Wow..."I" would want an 18 to 20 foot wide backdrop,myself, just for the freedom it would allow me...and I would want a good, clean overhead panel of roughly 12 x 12 feet with three flash heads spaced across it for even lighting and a clean, simple-to-adjust reflection. In terms of silks, frames, and grip equipment,m I can see this being a $3,000 set-up easily. Plus, I'd want a bunch of other studio lighting and grip stuff that I already have...

I dunno...there's more than one way to remove the epidermal layer from a feline...

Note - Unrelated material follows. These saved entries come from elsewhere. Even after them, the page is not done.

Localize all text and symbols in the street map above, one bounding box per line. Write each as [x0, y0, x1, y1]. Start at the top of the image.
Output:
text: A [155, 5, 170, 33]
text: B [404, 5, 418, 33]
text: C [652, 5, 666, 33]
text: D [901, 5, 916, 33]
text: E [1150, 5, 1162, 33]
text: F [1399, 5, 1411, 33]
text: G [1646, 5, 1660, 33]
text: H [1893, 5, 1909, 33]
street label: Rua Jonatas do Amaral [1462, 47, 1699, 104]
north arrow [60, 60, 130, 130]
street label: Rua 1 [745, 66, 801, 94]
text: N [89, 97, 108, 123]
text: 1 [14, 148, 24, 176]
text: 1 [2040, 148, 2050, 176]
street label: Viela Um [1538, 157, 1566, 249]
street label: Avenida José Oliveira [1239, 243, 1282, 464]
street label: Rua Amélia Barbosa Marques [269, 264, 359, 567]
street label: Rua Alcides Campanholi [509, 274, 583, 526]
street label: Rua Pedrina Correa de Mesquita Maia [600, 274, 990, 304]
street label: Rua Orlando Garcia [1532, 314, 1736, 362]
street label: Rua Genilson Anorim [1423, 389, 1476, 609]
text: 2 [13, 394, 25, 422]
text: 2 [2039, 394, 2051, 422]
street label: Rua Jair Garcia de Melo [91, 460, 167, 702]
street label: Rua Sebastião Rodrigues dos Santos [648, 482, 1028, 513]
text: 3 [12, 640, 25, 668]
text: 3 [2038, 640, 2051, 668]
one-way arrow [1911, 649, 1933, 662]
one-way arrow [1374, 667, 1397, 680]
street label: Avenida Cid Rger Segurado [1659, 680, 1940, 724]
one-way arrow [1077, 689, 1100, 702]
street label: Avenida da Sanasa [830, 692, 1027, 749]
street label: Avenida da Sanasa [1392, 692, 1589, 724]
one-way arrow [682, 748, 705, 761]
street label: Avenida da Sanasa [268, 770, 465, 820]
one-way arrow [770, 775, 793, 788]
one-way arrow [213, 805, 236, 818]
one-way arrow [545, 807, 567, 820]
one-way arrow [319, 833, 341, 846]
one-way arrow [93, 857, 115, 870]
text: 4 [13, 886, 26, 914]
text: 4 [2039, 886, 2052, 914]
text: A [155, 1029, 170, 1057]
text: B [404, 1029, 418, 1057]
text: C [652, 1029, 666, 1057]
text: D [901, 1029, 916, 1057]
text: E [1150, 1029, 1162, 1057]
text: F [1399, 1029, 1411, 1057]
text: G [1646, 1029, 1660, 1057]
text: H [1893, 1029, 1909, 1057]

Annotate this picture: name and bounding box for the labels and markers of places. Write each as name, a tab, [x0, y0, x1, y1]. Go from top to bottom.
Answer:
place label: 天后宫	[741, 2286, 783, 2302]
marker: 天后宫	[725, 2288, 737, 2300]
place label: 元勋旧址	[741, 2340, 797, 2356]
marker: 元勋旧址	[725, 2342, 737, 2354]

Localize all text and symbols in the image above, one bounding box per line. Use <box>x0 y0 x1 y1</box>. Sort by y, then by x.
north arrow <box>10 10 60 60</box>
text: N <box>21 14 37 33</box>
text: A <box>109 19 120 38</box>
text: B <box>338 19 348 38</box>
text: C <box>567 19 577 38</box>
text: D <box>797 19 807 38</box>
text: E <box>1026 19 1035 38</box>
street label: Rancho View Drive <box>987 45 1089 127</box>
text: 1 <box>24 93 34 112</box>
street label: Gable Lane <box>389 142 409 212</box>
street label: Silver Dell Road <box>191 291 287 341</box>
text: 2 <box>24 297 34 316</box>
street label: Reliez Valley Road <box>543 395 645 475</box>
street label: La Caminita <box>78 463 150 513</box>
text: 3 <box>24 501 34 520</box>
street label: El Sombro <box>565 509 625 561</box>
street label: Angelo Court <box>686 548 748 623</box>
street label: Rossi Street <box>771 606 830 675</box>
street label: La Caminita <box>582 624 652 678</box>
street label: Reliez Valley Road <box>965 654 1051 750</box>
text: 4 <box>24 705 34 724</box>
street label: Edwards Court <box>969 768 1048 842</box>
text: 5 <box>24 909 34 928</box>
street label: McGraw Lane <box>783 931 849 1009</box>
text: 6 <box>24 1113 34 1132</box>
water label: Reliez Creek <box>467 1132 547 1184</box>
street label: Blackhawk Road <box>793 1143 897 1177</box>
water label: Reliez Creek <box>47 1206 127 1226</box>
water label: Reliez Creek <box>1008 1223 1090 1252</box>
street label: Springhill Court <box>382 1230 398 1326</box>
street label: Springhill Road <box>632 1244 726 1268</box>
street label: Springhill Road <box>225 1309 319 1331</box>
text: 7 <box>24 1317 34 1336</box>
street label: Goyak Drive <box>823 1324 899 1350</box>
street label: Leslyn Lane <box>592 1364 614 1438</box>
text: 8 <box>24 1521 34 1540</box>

Some serious tutoring, I think, would be very helpful. Depending on just "how good" the results need to be, this could be done half-arsedly...or maybe third-arsedly even...or you could go full-out "right". I think you need to hire a professional who can provide a consultation, in-person, and an equipment purchase list and suggested S.O.P. list for your company. This idea that this can be done cheaply (your boss's idea) is at odds with my experience in studio and small-product photography; this is an area where SKILL, experience, and KNOWLEDGE counts a hell of a lot, as well as having the right stuff to, one way or another, get the job done. It could be done with continuous lights and homemade panels and fabric-store silks....BUT...the shooter needs to know "how to do it"...


----------



## tirediron (Dec 11, 2012)

First of all, have you actually looked into whether it might not be cheaper to have someone come into the store and shoot these for you?  By the time you buy the gear, move things around, set up... that's a lot of money and man-hours.

As to your questions:

1.  Paper width is going to depend on how far back from the subject you are.  Seamless normally comes in 9' (actually 107") rolls, so you could try overlapping 2-3 OR buying a white muslin which can be had up 25' wide.

2.  If you're using strobes, ambient light will have no effect, keep it as bright as you need to.

3.  Start with the book Light, Science, Magic! Pianos (or any shiny/reflective surface) can be difficult to light well, and there's no small amount of skill in getting right.  

4.  I would want the piano at least 10' in front of the background.  Light positioning is going to depend on a number of factors, including reflectivity, light intensity, modifiers, shadows, etc.

5.  B&H and Adorama are both well regarded stores with large-mail order catalogues which can supply everything you would even need.  

As I mentioned and you've noticed, doing this well and cheaply are mutually exclusive.  It's going to take a lot of of practice to get it right, and a bit of money too.  If I were doing this on a budget, I would look at Elinchrom D lights (x4), and large, double-diffusion soft-boxes.  I would expect to spend $2-3K.


----------



## tirediron (Dec 11, 2012)

Hey Derrel... get outta my head!


----------



## KmH (Dec 11, 2012)

anmut said:


> Most of the pianos are high-polish and black in color, which means it's like taking a photo of a mirror for the most part.
> 
> .


You will essentially need to construct a large light box around the piano to control reflections.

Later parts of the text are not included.